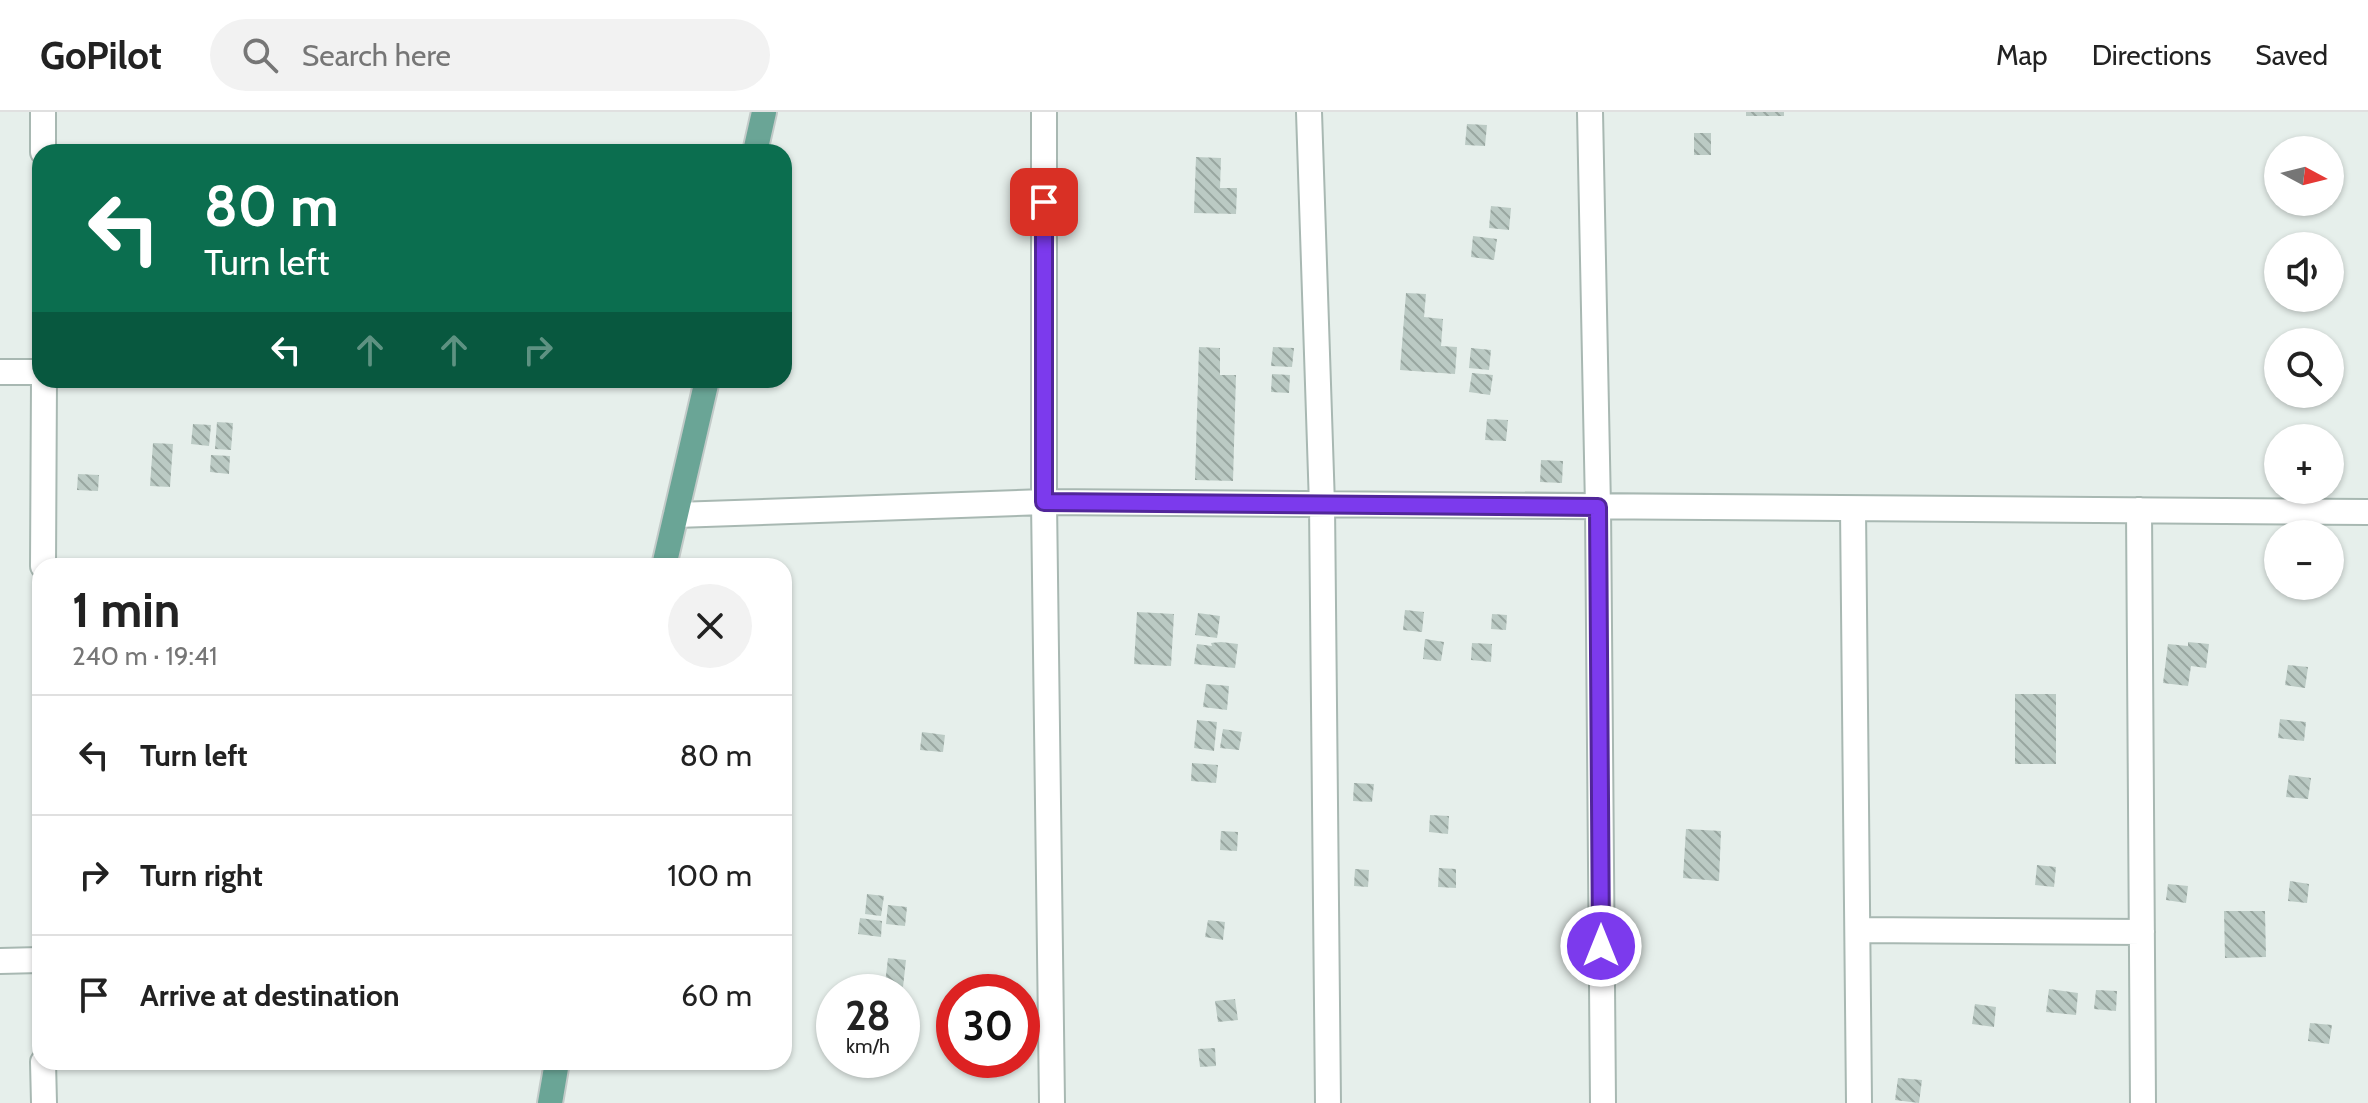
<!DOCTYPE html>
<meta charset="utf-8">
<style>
:root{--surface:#fff;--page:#f2f2f2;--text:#222;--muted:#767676;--line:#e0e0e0}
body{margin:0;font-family:Cabin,sans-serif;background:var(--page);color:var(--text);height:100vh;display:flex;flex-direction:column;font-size:30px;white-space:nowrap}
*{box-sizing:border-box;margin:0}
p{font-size:26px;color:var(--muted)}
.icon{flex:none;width:44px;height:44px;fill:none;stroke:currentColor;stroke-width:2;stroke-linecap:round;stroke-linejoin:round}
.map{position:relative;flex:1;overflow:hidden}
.panel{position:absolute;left:32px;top:446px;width:760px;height:512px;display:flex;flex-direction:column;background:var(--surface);border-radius:24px;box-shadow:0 2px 6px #0004}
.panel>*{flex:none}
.banner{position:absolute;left:32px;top:32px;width:760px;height:244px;border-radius:24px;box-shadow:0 2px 6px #0004;background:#0b6e4f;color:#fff;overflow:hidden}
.needle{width:52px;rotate:97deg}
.buttons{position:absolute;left:2264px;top:24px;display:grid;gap:16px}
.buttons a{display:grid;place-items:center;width:80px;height:80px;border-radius:50%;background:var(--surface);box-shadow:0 2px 6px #0004;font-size:40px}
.speed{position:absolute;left:816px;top:862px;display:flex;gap:16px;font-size:40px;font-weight:700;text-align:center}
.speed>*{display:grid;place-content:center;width:104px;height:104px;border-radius:50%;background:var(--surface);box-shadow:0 2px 6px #0004;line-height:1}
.speed small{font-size:20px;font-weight:400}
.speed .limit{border:12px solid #d22;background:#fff;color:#111}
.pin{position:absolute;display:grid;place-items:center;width:68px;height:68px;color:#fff;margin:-34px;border-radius:16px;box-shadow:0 4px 12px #0006}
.me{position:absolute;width:88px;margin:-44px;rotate:0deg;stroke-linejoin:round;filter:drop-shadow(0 0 6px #0008)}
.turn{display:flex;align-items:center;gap:28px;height:168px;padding:0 40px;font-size:36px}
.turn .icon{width:104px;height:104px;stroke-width:2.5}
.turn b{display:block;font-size:56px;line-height:68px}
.lanes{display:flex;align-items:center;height:76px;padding:0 40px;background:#0003;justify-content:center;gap:40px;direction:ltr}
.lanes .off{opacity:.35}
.round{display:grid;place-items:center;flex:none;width:84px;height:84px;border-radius:42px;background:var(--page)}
.headline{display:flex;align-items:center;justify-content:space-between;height:136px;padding:0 40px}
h1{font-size:48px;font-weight:700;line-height:60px}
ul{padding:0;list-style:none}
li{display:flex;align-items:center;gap:24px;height:120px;padding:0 40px;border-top:2px solid var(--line)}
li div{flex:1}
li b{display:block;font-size:30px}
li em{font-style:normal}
header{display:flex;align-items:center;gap:48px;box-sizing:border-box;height:112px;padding:0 40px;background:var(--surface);border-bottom:2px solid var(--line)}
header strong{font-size:38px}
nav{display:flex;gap:44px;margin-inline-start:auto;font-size:28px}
.search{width:560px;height:72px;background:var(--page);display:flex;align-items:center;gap:20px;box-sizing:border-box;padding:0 28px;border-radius:44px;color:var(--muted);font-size:30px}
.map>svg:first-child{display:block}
.building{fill:url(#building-back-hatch)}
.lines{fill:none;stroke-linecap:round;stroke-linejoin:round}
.minor-casing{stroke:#a8b8b2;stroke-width:28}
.major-casing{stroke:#c2cac8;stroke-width:28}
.minor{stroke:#fff;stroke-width:24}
.major{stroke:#6aa596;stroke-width:24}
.route-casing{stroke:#51269a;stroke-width:20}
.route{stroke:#7c3aed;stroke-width:14}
</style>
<header>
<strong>GoPilot</strong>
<div class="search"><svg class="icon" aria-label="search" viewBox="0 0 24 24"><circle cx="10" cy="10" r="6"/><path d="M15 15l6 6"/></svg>Search here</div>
<nav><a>Map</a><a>Directions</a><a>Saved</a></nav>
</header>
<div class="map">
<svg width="2368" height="991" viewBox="0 0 2368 991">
<defs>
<pattern id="building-back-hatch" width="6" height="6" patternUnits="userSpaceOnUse" patternTransform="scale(2)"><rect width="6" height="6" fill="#bbcac4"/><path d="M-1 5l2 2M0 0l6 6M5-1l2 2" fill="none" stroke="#98a6a0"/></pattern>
</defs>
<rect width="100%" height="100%" fill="#e6efeb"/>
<path class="building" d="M1746,0H1784V4H1746Z
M1467,12L1487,13L1485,34L1465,33Z
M1694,21H1711V43H1694Z
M1196,45L1221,46L1220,76H1237L1236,102L1194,101Z
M1491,94L1511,96L1509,118L1489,116Z
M1473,124L1497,127L1494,148L1471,145Z
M1406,181L1426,182L1424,205L1443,207L1441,234L1457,235L1455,262L1400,258Z
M1199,235L1220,236V263H1236L1233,369L1195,368Z
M1273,235L1294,236L1292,255L1271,254Z
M1471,236L1491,238L1489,258L1469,256Z
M1472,261L1493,263L1490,283L1469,280Z
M1272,262L1290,263L1289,281L1271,280Z
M1487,307L1508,308L1506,329L1485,328Z
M217,310L233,311L231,338L215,337Z
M193,312L211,313L209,334L191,332Z
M153,331L173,332L170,375L150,374Z
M211,343L230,344L229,362L210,360Z
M1541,348L1563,349L1562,371L1540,370Z
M78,362L99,363L98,379L77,378Z
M1405,498L1424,500L1422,520L1403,518Z
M1137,500L1174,502L1171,554L1134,552Z
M1198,501L1220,504L1217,526L1195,523Z
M1492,502L1507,503L1506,518L1491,517Z
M1425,527L1444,530L1441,549L1423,547Z
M1221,530L1238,532L1235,556L1194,552L1197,532L1212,534L1211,531Z
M2188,530L2209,532L2206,556L2191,554L2188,574L2163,571L2168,532L2188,534Z
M1472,531L1492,532L1491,550L1471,548Z
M2288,553L2308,555L2305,576L2285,573Z
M1206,572L1229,574L1227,598L1203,595Z
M2015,582H2056V652H2015Z
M2280,607L2306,610L2304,629L2278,626Z
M1197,608L1217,610L1214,639L1194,636Z
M1223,617L1242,620L1239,638L1220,636Z
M922,620L945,623L943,640L920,638Z
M1192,651L1218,653L1216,671L1191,669Z
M2289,663L2311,666L2308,687L2286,685Z
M1354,671L1374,672L1372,690L1353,689Z
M1430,703L1449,704L1448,722L1429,720Z
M1686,717L1721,719L1719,769L1683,766Z
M1221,719L1238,720L1237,739L1220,738Z
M2037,753L2056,755L2054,775L2035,773Z
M1439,756L1456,757V776L1438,775Z
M1355,757L1369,758L1368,775L1354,774Z
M2290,769L2309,772L2307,791L2288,789Z
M2168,772L2188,774L2186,791L2166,788Z
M867,782L884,784L881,804L865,802Z
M888,793L907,795L905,814L886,812Z
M2224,799H2265L2266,845L2225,846Z
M860,806L882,809L881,825L858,822Z
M1208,808L1225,810L1223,828L1205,825Z
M888,846L906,848L903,875L885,872Z
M2049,877L2078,881L2076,903L2046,900Z
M2096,878L2117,879L2116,899L2094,897Z
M1235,887L1238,908L1218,910L1215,889Z
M1975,892L1996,895L1994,915L1972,912Z
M2310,911L2332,913L2329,932L2308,929Z
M1215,936L1216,954L1200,955L1198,937Z
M1898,966L1922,968L1919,991L1895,988Z"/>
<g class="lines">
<g class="minor-casing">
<path id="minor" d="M43,0V40
M1044,0V390L1052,991
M1309,0L1322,393L1328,991
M1590,0L1598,395L1603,991
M0,260H40
M1853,397L1859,991
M2139,398L2143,991
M676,403L1044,390L2368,400
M43,454L44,268
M1858,818L2142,820
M0,849L40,848
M43,950L44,991"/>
</g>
<g class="major-casing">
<path id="major" d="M755,40L764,0
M664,454L707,268
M550,991L557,950"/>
</g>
<use href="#minor" class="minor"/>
<use href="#major" class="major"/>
</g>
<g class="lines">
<g class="route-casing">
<path id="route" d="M1044,90V390L1598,395L1601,834"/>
</g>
<use href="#route" class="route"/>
</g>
</svg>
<div class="buttons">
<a><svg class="needle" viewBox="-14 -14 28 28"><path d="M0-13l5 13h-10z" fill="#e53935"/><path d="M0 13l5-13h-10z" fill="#767676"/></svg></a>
<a><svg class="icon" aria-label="sound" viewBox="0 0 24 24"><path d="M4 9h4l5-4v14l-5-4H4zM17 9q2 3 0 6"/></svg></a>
<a><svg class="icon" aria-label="search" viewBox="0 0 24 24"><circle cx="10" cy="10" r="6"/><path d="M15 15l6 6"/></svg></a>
<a>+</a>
<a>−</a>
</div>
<div class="speed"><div>28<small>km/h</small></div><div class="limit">30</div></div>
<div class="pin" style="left:1044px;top:90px;background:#d93025"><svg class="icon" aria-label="arrive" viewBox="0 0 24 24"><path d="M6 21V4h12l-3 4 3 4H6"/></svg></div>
<svg class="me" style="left:1601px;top:834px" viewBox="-20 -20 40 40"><circle r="17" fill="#7c3aed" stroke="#fff" stroke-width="3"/><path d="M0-11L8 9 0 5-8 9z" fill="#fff"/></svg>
<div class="banner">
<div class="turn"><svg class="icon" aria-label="left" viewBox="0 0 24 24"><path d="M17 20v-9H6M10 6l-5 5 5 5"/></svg><div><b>80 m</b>Turn left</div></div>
<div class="lanes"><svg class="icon" aria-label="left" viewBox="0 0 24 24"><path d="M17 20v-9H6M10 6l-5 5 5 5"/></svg><svg class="icon off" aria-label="ahead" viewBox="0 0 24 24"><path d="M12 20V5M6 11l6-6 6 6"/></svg><svg class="icon off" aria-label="ahead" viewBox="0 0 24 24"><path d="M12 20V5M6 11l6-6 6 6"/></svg><svg class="icon off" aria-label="right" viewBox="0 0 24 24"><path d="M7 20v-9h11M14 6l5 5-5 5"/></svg></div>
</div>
<section class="panel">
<div class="headline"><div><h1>1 min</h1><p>240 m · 19:41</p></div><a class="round"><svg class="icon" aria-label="close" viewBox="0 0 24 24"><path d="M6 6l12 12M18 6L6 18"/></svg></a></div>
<ul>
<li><svg class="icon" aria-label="left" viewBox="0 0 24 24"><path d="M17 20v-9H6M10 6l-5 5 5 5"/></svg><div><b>Turn left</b></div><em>80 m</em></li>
<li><svg class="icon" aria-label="right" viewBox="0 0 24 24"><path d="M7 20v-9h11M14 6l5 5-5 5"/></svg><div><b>Turn right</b></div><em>100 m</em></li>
<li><svg class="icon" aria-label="arrive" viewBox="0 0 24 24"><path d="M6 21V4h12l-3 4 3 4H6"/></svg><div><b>Arrive at destination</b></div><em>60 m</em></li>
</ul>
</section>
</div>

# # #

*Aim of the task*
Please give the number of lines in the listing above where "rotate" appears, and nothing else.

*Output below*
2